Klachtenverordening RUD Zeeland 2014

Geldend van 06-12-2014 t/m heden

Intitulé

RUD Zeeland – Vaststelling Klachtenverordening RUD Zeeland 2014

Besluit van het algemeen bestuur, het algemeen bestuur en de voorzitter van de Regionale uitvoeringsdienst Zeeland, houdende de vaststelling van het regelen van de behandeling van mogelijke klachten van burgers en bedrijven over gedragingen van de RUD Zeeland en zijn medewerkers (Klachtenverordening RUD Zeeland 2014).

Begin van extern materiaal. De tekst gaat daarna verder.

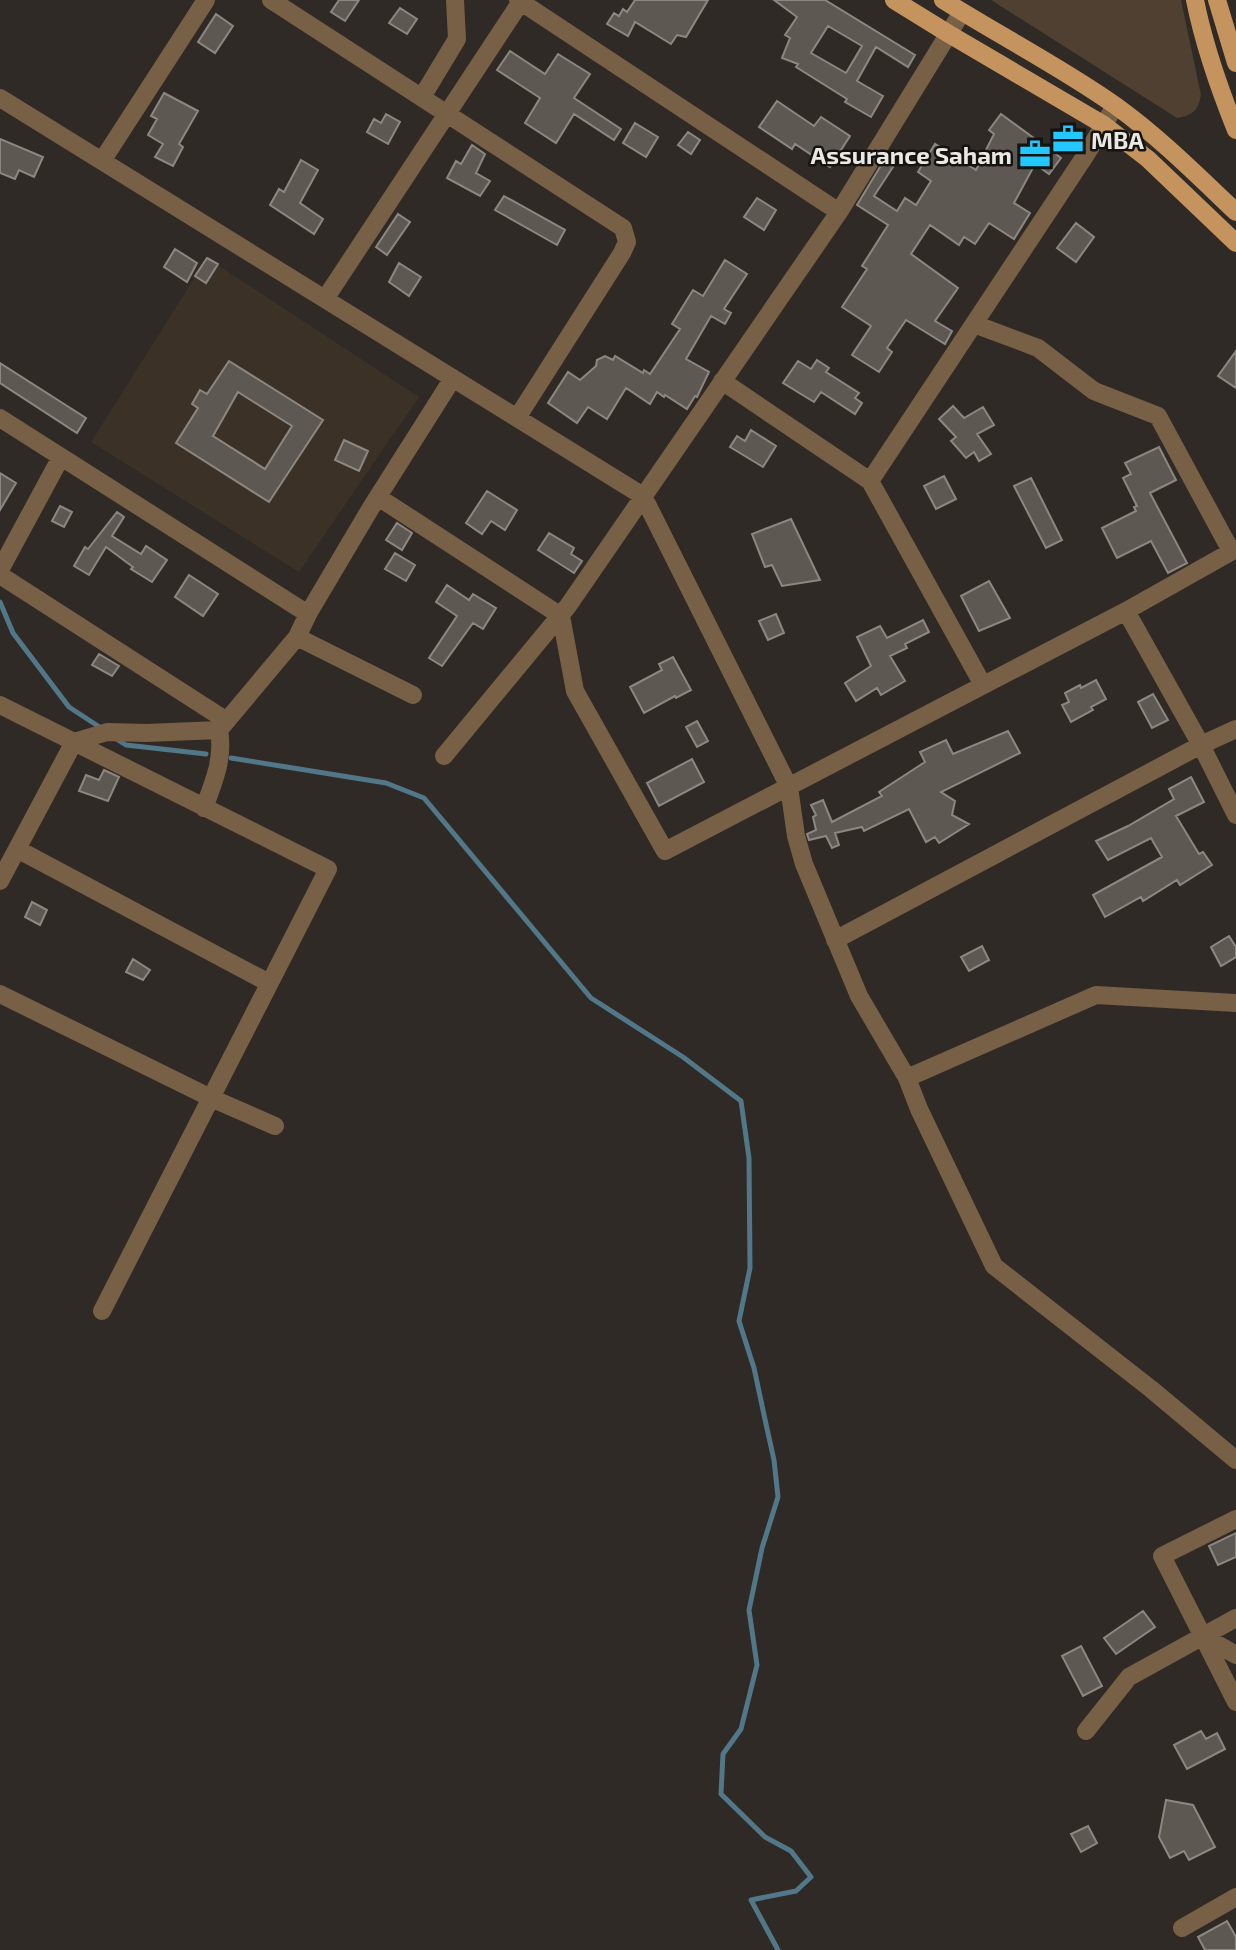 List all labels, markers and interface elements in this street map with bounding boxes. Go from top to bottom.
office icon: MBA [1051,122,1085,156]
place label: MBA [1091,125,1144,154]
office icon: Assurance Saham [1018,137,1052,171]
place label: Assurance Saham [811,140,1012,169]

Het algemeen bestuur van de Regionale uitvoeringsdienst Zeeland,

Gelet op

  • artikel 35 lid 3 sub d van de Gemeenschappelijke regeling Regionale uitvoeringsdienst Zeeland en hoofdstuk 9 van de Algemene wet bestuursrecht;

Overwegende

  • dat het gewenst is om de zorg voor een behoorlijke behandeling van mondelinge en schriftelijke klachten van burgers en bedrijven over gedragingen van de RUD Zeeland en zijn medewerkers op schrift te stellen;

  • de instemming van de OR d.d. 24 september 2014 op grond van artikel 27 lid 1 sub j Wet op de ondernemingsraden;

Gelezen

  • het voorstel van het dagelijks bestuur d.d. 10 november 2014;

Besluit

vast te stellen:

de Klachtenverordening RUD Zeeland 2014. 

 

Hoofdstuk 1 Algemene Bepalingen

Artikel 1 Begripsbepalingen

In deze verordening wordt verstaan onder:

  • a.

    klacht: uiting van onvrede over of kritiek op de wijze waarop de uitvoeringsdienst, of een persoon werkzaam onder verantwoordelijkheid van de uitvoeringsdienst zich in een bepaalde aangelegenheid jegens iemand heeft gedragen;

  • b.

    gedraging: het handelen of nalaten te handelen van een onder a. genoemd persoon;

  • c.

    klager: degene die een klacht indient;

  • d.

    klachtbehandelaar: degene die de klacht inhoudelijk beoordeelt en afhandelt en die niet zelf bij de gedraging waarover wordt geklaagd betrokken is geweest;

  • e.

    klachtencoördinator: de door de directeur aangewezen medewerker, alsmede diens aangewezen plaatsvervanger, van RUD Zeeland welke erop toeziet dat de behandeling van een klacht conform het bepaalde in deze regeling plaatsvindt;

  • f.

    bestuursorgaan: algemeen bestuur of dagelijks bestuur van de RUD Zeeland

  • g.

    directeur: de directeur van de RUD Zeeland;

  • h.

    afdelingshoofd: manager van een afdeling van de RUD Zeeland;

  • i.

    secretaris: secretaris van het algemeen en dagelijks bestuur van de RUD Zeeland;

  • j.

    uitvoeringsdienst: Regionale Uitvoeringsdienst Zeeland (RUD Zeeland).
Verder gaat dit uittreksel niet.